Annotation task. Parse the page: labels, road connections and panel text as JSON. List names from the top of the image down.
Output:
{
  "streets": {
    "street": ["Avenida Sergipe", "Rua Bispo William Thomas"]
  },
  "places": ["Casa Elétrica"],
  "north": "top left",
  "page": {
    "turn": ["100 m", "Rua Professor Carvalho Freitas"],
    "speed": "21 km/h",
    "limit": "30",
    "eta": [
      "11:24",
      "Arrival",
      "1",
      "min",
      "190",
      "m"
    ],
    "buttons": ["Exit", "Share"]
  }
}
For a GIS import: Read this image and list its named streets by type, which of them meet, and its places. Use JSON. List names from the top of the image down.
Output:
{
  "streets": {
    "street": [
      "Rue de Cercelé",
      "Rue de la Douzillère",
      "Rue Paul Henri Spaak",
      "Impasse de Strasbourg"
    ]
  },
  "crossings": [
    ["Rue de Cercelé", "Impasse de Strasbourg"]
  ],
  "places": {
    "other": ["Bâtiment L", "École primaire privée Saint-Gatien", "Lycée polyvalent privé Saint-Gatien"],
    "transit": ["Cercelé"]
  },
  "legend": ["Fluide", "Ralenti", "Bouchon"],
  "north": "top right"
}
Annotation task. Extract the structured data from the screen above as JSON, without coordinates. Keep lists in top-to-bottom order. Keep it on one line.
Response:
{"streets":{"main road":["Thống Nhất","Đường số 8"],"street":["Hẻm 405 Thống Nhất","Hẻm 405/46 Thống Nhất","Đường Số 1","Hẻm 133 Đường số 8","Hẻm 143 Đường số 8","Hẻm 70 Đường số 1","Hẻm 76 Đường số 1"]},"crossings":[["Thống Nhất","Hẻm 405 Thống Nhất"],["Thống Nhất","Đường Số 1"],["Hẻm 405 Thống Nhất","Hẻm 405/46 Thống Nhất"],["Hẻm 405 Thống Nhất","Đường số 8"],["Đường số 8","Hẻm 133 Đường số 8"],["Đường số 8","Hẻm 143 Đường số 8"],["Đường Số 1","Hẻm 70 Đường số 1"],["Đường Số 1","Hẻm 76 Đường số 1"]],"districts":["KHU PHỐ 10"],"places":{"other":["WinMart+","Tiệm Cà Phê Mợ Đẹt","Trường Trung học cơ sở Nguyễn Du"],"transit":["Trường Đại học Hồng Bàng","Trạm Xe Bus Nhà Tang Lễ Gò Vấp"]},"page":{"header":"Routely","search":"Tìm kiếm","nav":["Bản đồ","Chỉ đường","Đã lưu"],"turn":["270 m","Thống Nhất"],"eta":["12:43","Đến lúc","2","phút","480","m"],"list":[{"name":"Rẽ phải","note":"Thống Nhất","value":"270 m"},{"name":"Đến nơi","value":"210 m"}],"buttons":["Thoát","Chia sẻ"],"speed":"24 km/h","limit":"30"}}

━━━━

- [Work instructions]
The records above need copying. Do it exactly.

- [Answer box]
Annotation task. Parse the page: labels, road connections and panel text as JSON. List names from the top of the image down.
Output:
{
  "streets": {
    "street": ["Avenida Sergipe", "Rua Bispo William Thomas"]
  },
  "places": ["Casa Elétrica"],
  "north": "top left",
  "page": {
    "turn": ["100 m", "Rua Professor Carvalho Freitas"],
    "speed": "21 km/h",
    "limit": "30",
    "eta": [
      "11:24",
      "Arrival",
      "1",
      "min",
      "190",
      "m"
    ],
    "buttons": ["Exit", "Share"]
  }
}
For a GIS import: Read this image and list its named streets by type, which of them meet, and its places. Use JSON. List names from the top of the image down.
Output:
{
  "streets": {
    "street": [
      "Rue de Cercelé",
      "Rue de la Douzillère",
      "Rue Paul Henri Spaak",
      "Impasse de Strasbourg"
    ]
  },
  "crossings": [
    ["Rue de Cercelé", "Impasse de Strasbourg"]
  ],
  "places": {
    "other": ["Bâtiment L", "École primaire privée Saint-Gatien", "Lycée polyvalent privé Saint-Gatien"],
    "transit": ["Cercelé"]
  },
  "legend": ["Fluide", "Ralenti", "Bouchon"],
  "north": "top right"
}
Annotation task. Extract the structured data from the screen above as JSON, without coordinates. Keep lists in top-to-bottom order. Keep it on one line.
Response:
{"streets":{"main road":["Thống Nhất","Đường số 8"],"street":["Hẻm 405 Thống Nhất","Hẻm 405/46 Thống Nhất","Đường Số 1","Hẻm 133 Đường số 8","Hẻm 143 Đường số 8","Hẻm 70 Đường số 1","Hẻm 76 Đường số 1"]},"crossings":[["Thống Nhất","Hẻm 405 Thống Nhất"],["Thống Nhất","Đường Số 1"],["Hẻm 405 Thống Nhất","Hẻm 405/46 Thống Nhất"],["Hẻm 405 Thống Nhất","Đường số 8"],["Đường số 8","Hẻm 133 Đường số 8"],["Đường số 8","Hẻm 143 Đường số 8"],["Đường Số 1","Hẻm 70 Đường số 1"],["Đường Số 1","Hẻm 76 Đường số 1"]],"districts":["KHU PHỐ 10"],"places":{"other":["WinMart+","Tiệm Cà Phê Mợ Đẹt","Trường Trung học cơ sở Nguyễn Du"],"transit":["Trường Đại học Hồng Bàng","Trạm Xe Bus Nhà Tang Lễ Gò Vấp"]},"page":{"header":"Routely","search":"Tìm kiếm","nav":["Bản đồ","Chỉ đường","Đã lưu"],"turn":["270 m","Thống Nhất"],"eta":["12:43","Đến lúc","2","phút","480","m"],"list":[{"name":"Rẽ phải","note":"Thống Nhất","value":"270 m"},{"name":"Đến nơi","value":"210 m"}],"buttons":["Thoát","Chia sẻ"],"speed":"24 km/h","limit":"30"}}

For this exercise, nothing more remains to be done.